Her dark lashes slowly lifted and she stared at him, clearly unhappy. “You’re going on holiday. You don’t need me.”

“I’m not on holiday, and I do need you.”

“For what?”

“To help find your replacement. I can’t possibly interview for a new secretary and a new wife at the same time.”

She stared at him blankly. “You’re already trying to replace Sophie?”

“She’s gone, isn’t she?”

“Isn’t that rather...callous?”

“Did you expect me to mourn her?”

“She was loyal to you for five and a half years!”

“But she decamped at the last possible second, and the fact is, I need a wife, quickly.”

“You’ve never needed anyone, and yet now you must have a wife, immediately.”

“It does sound ridiculous put like that, but that pretty much sums it up.”

“I don’t understand.”

“It’s a very convoluted story so I’ll give you the short version.

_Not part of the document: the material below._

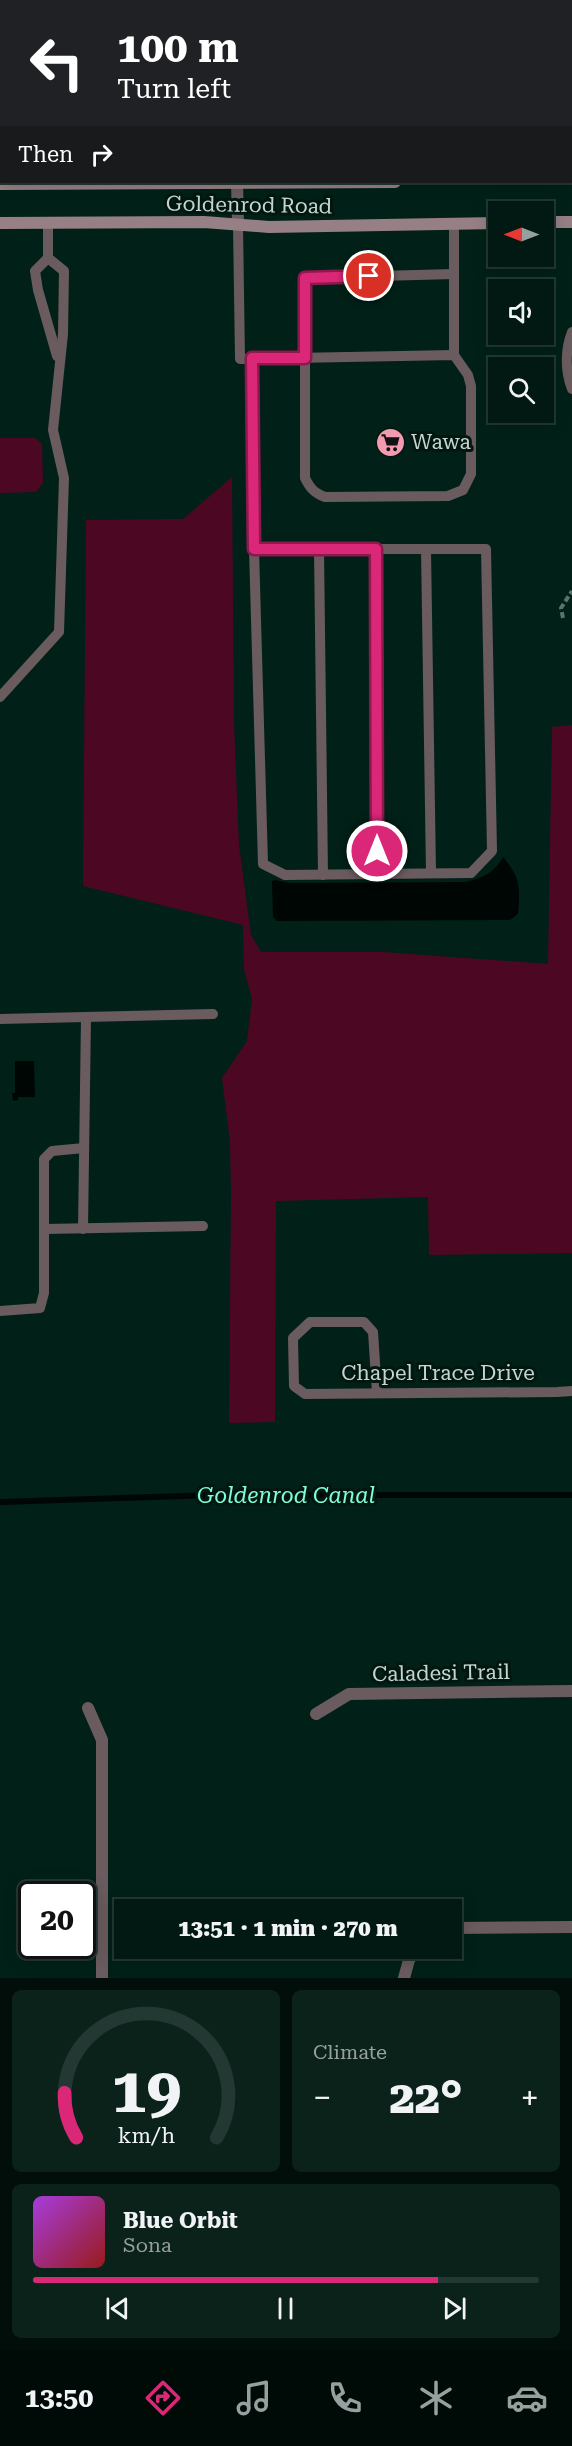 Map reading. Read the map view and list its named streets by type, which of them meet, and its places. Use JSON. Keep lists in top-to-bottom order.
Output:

I must be married by my thirty-fifth birthday or I lose the earldom, the house and everything attached.”

She was still for a moment before she sat upright in her chair. “Your birthday is July sixteenth.”

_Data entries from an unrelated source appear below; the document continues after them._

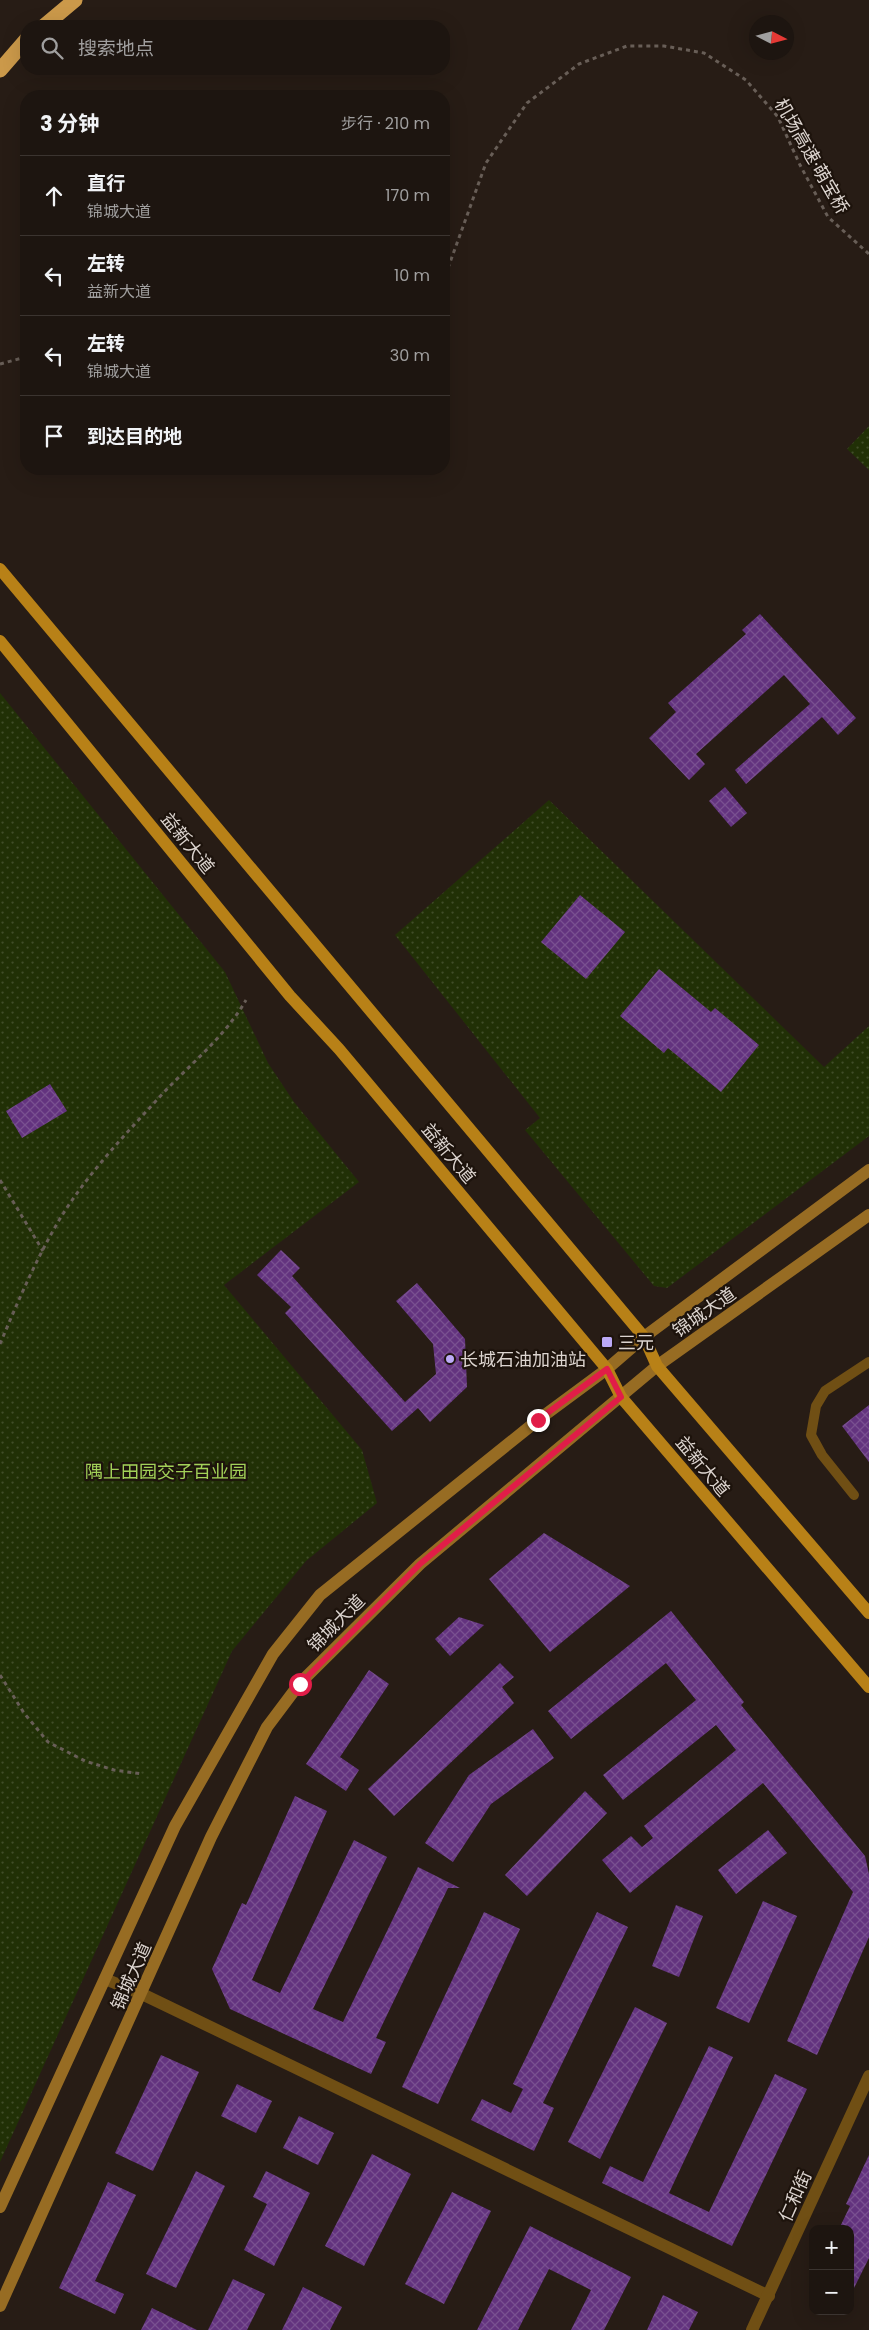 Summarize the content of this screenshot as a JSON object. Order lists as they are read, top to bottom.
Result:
{
  "streets": {
    "main road": ["益新大道", "锦城大道"],
    "street": ["仁和街"],
    "path": ["机场高速·萌宝桥"]
  },
  "crossings": [
    ["益新大道", "锦城大道"]
  ],
  "parks": ["隅上田园交子百业园"],
  "places": {
    "transit": ["三元"],
    "other": ["长城石油加油站"]
  },
  "north": "right",
  "page": {
    "search": "搜索地点",
    "heading": ["3 分钟", "步行 · 210 m"],
    "list": [
      ["直行", "锦城大道", "170 m"],
      ["左转", "益新大道", "10 m"],
      ["左转", "锦城大道", "30 m"],
      "到达目的地"
    ],
    "map_buttons": ["+", "−"]
  }
}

“That’s just...a few weeks away.”

“Correct again.”

She impatiently shoved hair behind an ear, away from her flushed cheek. “This sounds like something from a novel.”

“I’m fully aware of the ridiculousness of my situation, but my father set up the trust that way. When he died just after my thirtieth birthday, I inherited the title, but there were provisions.”

Silence followed his words. Poppy looked absolutely appalled.

Dal shrugged, adding. “My father thought he was being clever. Exerting control from beyond the grave, and so forth.”

“When did you find out? At the reading of the will?”

“No, although wouldn’t that have been a shock? Surprised my father didn’t think of that. But no, I’ve known since my early twenties, and did my best not to think about it until I was nearly thirty.”

“Did Sophie know this?”

“Sophie was part of my father’s plan. He hand-selected her for me.”

“This just keeps getting worse.”

“She didn’t ever tell you?”

“Heavens, no. But probably because she knew I’d disapprove. No wonder she ran at the last second. I would run, too. Poor Sophie.”

“Sophie benefitted from the arrangement...until she didn’t.” He shrugged carelessly. “But now there is a serious time crunch. I have to be married in sixteen days. It’s hard enough closing a big deal

in two weeks, but to find a wife in the same amount of time? It’s not going to be easy.”

“And there is no way out of this?”

“No. But trust me, I tried. I’ve spent a fortune in legal fees and finally accepted that marriage really is the only solution.”

She bit her lip and looked away, a sheen of tears in her eyes. “I am so upset.”

In his shirt, with her thick hair loose and her slim legs curled up in the seat of her chair, she exuded youth and a sweet, innocent sensuality that teased his senses.

“Don’t be,” he answered her, forcing his attention from her lips to the sweep of her cheekbone and the strands of dark hair framing her pale oval face. “There is no point in both of us being upset.”

“I know I shouldn’t say it, but the more I learn about your father, the more I dislike him.”

“He was a very tortured man.”

“It sounds as if he did his best to torture you.”

This was not a comfortable conversation. Dal couldn’t even remember the last time he’d discussed his father with anyone. “I’d like to believe it wasn’t intentional. I’d like to think he just...couldn’t help himself.”

She rubbed her eyes and drew a deep breath and turned to look at him, focused now on the goal. “So you need a wife.”


“Have you given thought to possible women you could see...proposing to?”

“Yes. I’ve thought about it carefully and made a short list.” He reached into his pocket and pulled out the sheet of paper where he’d scrawled the names, handing it to her.